Nothing but a number should be given: how many lines in the entries below include the string "evenodd".

-- Opening Marker --

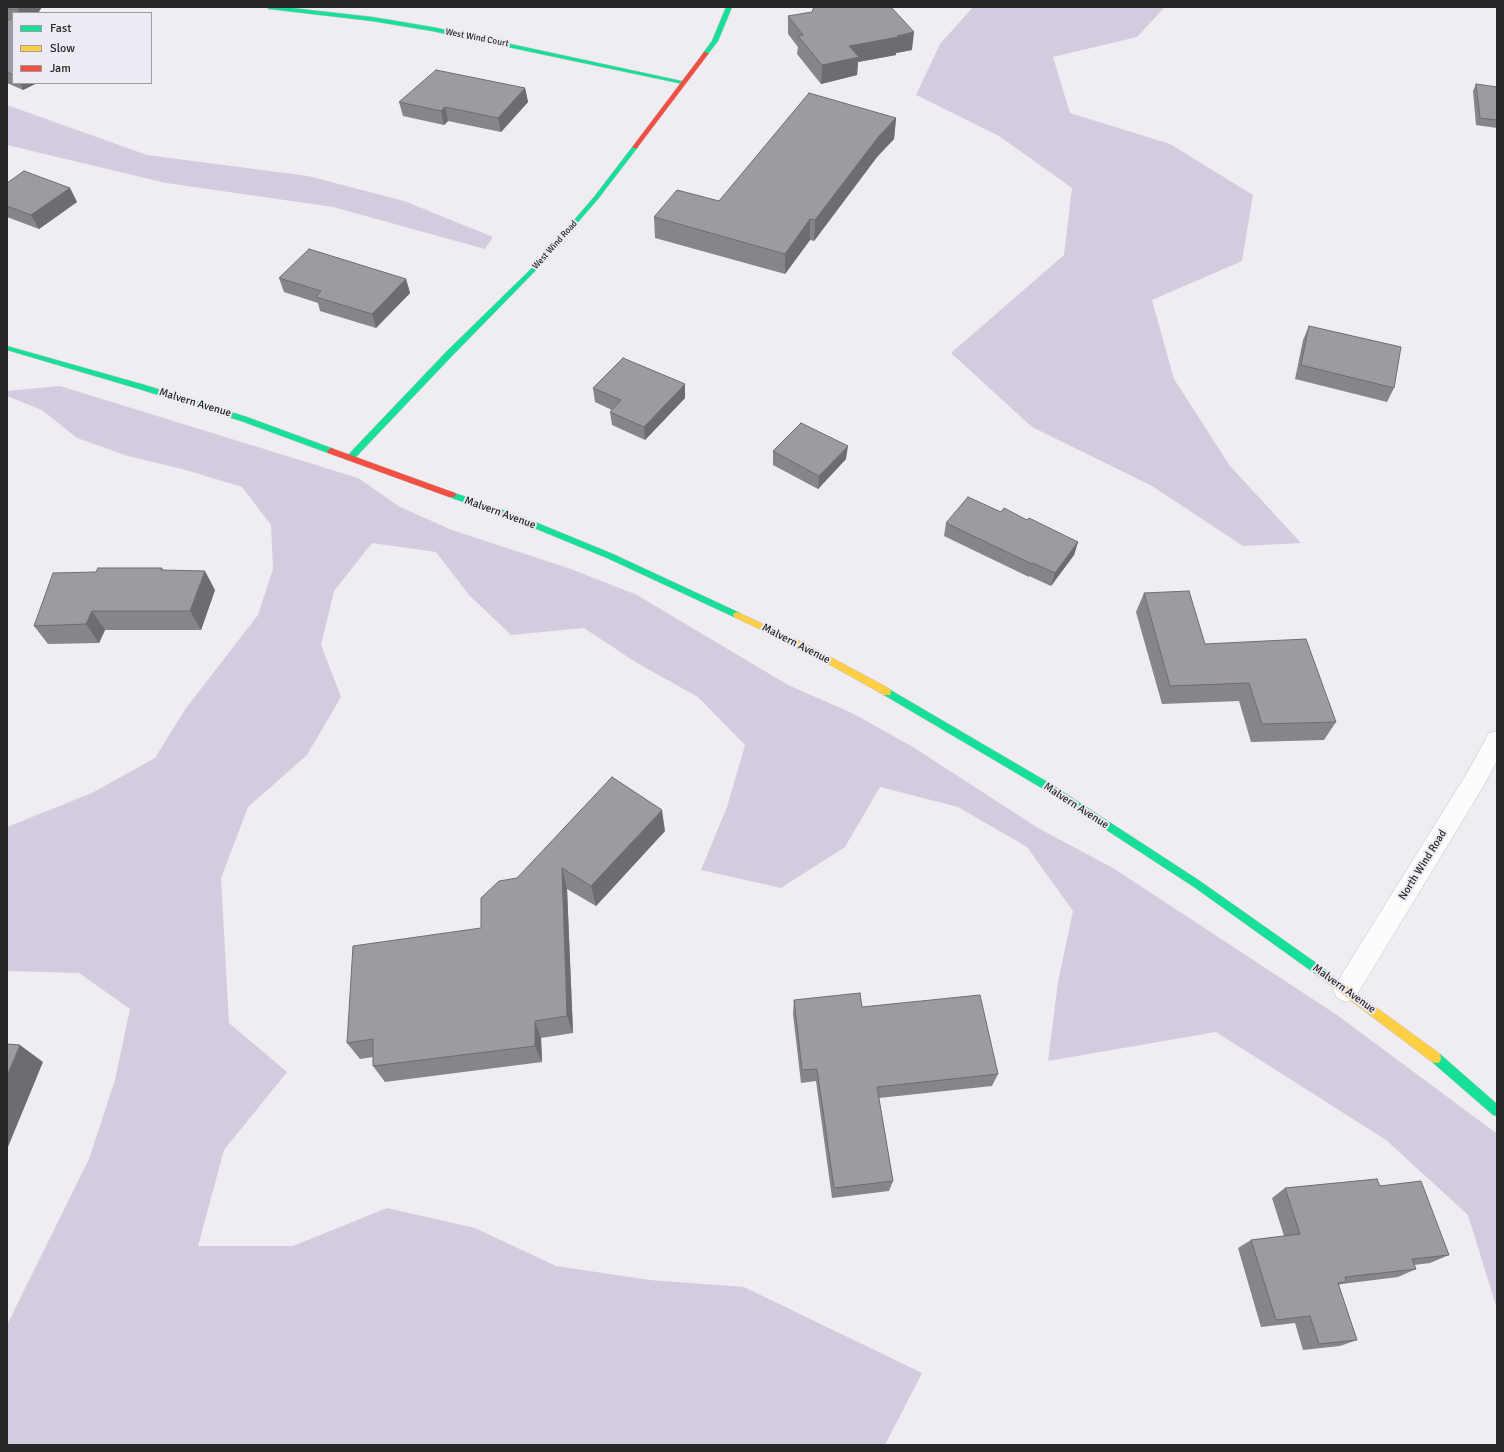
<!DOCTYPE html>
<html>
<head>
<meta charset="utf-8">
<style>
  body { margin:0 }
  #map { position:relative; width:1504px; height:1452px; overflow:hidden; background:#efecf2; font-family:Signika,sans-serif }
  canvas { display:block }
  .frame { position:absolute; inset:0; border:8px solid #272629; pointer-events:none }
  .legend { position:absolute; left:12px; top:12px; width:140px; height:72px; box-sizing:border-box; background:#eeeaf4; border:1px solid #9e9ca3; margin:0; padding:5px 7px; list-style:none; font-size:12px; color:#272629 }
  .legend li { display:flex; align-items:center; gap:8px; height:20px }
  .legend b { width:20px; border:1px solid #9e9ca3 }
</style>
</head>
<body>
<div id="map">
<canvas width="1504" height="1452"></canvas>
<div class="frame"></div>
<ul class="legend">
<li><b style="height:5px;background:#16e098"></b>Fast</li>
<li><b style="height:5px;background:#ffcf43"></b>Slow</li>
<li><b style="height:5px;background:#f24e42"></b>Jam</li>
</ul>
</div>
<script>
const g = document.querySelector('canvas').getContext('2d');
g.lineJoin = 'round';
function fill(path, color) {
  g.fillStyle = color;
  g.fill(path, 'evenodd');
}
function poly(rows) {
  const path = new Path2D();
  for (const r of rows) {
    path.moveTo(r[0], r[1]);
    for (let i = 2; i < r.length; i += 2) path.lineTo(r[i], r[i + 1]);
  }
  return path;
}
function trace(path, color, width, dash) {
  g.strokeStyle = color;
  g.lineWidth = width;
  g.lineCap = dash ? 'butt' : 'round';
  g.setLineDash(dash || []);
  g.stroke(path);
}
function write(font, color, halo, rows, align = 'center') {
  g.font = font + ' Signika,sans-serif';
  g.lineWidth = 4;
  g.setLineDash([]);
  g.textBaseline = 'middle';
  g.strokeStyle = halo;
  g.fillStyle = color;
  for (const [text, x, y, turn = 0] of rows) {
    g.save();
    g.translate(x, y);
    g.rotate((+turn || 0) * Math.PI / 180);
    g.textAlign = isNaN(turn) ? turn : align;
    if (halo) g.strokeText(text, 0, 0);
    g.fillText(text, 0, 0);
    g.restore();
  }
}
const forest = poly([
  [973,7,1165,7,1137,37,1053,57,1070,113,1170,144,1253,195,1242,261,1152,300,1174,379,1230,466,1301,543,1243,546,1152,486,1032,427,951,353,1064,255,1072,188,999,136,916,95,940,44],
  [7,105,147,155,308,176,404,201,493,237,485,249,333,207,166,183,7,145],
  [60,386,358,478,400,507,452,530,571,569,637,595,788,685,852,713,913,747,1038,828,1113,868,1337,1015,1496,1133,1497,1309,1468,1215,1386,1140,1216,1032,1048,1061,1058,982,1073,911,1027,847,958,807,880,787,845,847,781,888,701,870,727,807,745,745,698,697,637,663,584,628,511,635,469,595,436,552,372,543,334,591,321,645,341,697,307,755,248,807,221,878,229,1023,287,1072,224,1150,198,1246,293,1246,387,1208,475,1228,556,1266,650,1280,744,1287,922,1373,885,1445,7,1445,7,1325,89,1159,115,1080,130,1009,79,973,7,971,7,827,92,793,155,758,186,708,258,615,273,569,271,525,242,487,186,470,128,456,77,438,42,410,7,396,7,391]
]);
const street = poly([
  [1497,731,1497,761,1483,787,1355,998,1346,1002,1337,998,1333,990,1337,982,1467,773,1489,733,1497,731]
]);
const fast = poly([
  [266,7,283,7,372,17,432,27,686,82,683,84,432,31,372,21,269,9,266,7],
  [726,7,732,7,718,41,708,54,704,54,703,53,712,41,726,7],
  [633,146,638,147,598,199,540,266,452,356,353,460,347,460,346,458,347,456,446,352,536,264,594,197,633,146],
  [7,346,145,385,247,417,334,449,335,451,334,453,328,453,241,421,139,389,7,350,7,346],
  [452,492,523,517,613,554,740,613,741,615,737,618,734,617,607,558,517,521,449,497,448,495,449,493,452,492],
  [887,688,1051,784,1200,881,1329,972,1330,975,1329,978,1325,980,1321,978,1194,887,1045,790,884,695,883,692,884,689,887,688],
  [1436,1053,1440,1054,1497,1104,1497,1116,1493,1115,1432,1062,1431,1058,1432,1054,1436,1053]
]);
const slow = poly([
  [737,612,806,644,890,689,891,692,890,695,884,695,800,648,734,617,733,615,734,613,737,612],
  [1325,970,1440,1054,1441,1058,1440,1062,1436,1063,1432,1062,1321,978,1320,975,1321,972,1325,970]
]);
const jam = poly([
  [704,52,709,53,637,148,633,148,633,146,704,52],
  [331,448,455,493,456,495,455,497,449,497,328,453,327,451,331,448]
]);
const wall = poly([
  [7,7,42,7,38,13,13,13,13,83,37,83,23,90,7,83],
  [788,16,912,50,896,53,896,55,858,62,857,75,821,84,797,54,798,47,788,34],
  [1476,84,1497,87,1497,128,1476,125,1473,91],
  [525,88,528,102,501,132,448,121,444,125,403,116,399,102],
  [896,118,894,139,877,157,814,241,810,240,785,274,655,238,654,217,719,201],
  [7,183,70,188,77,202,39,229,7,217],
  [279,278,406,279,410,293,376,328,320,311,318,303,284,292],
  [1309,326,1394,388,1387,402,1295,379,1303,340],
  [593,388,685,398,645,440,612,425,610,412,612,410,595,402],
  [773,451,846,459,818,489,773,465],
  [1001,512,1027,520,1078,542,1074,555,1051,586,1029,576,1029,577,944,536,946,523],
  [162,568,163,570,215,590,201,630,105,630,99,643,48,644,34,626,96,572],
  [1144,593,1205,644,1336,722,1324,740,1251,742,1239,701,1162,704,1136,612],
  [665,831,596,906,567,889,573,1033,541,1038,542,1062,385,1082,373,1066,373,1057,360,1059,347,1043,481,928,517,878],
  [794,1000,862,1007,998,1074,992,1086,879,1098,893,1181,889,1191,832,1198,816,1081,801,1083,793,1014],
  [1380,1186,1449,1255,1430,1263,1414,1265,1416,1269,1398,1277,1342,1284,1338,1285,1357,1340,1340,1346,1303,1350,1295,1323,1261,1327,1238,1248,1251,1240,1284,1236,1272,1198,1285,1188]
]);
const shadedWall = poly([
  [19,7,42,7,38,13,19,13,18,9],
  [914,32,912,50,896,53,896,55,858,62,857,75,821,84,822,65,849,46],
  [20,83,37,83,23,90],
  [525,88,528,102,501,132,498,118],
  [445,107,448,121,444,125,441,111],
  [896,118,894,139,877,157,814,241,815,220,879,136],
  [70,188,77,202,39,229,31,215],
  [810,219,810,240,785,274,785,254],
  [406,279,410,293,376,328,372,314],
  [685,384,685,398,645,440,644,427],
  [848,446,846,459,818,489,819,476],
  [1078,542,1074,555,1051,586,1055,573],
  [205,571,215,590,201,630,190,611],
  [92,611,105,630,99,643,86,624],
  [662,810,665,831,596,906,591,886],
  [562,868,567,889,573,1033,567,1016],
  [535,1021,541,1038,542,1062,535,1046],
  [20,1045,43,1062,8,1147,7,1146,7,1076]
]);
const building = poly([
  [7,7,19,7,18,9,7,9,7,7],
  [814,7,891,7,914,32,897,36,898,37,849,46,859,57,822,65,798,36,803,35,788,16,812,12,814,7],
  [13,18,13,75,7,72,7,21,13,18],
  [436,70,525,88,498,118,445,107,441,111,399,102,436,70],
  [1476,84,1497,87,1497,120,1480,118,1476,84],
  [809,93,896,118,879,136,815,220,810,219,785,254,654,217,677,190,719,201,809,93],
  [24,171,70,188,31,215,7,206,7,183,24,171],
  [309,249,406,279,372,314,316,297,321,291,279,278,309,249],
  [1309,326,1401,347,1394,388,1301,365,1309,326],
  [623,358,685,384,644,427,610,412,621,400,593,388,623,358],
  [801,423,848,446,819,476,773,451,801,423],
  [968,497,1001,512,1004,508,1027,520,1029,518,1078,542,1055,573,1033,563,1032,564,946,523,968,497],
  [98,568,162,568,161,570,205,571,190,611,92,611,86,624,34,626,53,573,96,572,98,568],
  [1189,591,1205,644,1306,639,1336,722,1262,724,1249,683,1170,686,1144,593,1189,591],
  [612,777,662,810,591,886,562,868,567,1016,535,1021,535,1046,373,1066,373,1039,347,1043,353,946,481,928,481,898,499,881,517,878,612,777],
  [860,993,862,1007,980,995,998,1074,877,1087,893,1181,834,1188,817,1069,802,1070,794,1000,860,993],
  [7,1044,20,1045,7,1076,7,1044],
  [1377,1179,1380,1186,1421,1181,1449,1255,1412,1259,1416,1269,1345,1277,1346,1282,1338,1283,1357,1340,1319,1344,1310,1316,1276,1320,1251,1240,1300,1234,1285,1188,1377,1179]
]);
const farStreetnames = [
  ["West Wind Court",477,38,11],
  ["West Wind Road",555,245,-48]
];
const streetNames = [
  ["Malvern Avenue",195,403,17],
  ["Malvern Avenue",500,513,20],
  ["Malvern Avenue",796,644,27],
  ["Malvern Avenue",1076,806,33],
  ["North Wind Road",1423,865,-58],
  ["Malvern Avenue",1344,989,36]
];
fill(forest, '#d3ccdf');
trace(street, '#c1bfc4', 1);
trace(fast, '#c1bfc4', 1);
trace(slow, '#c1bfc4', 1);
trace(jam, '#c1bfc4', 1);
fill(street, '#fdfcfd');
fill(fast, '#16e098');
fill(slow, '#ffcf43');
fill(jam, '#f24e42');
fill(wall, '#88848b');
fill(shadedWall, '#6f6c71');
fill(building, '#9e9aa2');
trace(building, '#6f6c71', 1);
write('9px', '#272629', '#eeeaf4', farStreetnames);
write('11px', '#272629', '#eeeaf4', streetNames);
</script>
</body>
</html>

-- Closing Marker --
-- Opening Marker --

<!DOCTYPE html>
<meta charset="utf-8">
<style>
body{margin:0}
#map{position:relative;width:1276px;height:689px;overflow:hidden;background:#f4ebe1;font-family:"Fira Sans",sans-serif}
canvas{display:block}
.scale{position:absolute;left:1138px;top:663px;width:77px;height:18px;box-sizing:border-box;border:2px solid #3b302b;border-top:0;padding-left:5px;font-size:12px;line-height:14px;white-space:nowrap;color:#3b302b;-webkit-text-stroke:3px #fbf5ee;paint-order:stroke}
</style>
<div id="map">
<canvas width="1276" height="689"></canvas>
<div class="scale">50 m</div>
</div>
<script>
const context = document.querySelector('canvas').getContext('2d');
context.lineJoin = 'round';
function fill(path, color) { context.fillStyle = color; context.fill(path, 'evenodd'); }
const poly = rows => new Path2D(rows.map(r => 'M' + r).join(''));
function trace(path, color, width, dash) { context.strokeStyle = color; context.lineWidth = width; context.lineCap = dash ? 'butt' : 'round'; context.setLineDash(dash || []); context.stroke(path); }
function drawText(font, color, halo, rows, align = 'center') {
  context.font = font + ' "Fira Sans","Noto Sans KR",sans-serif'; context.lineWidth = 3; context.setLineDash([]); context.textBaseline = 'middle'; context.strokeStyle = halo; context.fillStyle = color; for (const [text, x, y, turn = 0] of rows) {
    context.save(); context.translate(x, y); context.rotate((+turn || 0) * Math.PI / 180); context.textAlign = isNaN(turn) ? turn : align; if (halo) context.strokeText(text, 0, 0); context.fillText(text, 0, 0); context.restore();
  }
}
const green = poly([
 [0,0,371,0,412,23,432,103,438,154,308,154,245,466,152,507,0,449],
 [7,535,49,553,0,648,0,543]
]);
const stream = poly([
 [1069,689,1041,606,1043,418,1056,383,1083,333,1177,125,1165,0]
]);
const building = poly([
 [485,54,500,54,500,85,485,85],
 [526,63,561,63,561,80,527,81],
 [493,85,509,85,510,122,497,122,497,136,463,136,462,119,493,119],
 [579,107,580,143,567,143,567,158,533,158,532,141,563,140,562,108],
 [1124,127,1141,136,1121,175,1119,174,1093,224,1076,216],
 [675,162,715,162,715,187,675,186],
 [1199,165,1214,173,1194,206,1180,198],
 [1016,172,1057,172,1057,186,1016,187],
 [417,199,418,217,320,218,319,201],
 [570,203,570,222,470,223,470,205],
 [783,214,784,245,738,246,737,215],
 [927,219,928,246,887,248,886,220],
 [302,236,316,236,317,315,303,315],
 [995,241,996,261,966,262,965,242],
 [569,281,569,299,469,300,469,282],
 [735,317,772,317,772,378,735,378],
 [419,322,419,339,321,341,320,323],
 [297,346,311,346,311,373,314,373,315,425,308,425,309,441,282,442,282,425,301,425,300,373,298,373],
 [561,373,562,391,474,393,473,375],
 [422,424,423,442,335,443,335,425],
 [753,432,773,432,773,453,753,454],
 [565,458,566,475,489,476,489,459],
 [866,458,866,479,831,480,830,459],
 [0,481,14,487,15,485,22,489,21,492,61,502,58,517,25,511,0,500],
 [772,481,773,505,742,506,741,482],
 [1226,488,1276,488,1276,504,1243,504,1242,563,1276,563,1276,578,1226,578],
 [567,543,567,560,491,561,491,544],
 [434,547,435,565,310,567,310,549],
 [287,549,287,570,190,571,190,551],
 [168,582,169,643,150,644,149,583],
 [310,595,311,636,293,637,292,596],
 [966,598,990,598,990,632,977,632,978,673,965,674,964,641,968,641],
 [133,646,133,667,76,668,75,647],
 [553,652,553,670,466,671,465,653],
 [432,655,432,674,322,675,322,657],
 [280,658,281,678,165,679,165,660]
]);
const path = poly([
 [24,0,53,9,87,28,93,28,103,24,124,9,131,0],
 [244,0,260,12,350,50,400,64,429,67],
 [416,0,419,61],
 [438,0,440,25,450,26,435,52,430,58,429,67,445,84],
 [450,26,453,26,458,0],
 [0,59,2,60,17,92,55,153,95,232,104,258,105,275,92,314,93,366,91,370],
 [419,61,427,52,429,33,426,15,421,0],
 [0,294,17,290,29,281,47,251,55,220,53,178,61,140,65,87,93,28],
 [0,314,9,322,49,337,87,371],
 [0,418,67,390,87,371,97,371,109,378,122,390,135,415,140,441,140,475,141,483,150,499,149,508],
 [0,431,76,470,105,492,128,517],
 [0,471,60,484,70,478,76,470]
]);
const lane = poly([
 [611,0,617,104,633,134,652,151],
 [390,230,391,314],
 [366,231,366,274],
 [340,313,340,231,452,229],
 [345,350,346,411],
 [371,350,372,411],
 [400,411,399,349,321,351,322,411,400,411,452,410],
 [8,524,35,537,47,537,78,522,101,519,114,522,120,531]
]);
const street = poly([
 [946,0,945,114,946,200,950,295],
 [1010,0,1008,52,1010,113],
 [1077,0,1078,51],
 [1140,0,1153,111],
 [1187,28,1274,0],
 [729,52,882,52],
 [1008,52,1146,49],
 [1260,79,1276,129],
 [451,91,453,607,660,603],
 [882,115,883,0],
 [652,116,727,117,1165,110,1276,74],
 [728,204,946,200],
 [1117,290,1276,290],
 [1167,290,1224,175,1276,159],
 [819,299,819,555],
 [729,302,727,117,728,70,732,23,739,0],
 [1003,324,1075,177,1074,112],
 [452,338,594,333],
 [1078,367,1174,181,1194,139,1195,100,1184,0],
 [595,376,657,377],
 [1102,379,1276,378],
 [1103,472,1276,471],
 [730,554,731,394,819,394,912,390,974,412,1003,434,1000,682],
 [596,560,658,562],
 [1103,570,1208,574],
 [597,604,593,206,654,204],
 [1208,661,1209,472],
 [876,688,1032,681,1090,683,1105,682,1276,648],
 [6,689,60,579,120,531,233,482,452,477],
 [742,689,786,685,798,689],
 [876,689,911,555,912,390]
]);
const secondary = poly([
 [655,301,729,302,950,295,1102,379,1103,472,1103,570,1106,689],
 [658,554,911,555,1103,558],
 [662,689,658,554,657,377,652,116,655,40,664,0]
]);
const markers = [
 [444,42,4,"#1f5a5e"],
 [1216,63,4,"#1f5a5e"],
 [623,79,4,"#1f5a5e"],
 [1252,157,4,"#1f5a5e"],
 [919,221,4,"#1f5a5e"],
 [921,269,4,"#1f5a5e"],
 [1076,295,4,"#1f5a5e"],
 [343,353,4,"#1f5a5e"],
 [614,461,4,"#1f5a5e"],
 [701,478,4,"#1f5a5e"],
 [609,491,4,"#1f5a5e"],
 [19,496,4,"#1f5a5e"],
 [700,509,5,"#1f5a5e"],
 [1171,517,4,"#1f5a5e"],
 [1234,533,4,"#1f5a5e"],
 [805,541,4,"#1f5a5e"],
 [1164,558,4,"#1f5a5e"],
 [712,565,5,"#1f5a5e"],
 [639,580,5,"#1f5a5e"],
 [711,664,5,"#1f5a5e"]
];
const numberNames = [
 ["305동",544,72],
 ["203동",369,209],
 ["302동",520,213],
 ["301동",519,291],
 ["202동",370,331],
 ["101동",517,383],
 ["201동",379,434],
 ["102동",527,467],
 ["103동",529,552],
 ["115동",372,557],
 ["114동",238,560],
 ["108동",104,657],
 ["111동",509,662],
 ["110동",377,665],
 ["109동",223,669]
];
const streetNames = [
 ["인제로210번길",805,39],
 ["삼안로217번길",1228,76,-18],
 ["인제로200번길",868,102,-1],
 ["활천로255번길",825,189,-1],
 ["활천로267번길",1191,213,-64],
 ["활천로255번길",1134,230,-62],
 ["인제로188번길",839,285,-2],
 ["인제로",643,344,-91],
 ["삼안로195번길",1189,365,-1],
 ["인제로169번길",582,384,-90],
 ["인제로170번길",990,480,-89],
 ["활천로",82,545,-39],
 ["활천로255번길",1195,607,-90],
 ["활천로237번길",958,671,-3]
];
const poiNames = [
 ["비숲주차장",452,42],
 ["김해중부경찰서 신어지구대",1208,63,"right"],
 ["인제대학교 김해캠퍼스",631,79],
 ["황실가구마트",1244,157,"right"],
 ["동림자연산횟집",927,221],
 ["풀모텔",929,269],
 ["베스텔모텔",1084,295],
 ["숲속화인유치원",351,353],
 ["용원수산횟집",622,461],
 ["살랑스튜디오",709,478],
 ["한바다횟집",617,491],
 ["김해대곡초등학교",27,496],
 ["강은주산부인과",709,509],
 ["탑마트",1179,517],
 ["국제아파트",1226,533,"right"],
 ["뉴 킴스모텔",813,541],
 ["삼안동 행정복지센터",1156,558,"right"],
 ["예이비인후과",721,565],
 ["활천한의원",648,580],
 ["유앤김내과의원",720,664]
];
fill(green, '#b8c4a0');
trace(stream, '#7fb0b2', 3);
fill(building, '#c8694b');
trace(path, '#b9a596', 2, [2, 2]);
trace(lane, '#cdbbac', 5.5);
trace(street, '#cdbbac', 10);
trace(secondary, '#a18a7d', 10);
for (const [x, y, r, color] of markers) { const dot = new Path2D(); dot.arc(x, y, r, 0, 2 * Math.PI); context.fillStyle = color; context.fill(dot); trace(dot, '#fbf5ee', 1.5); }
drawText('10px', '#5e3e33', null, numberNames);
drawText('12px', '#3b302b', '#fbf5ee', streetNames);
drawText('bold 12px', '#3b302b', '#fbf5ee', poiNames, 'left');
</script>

-- Closing Marker --

Answer box:
2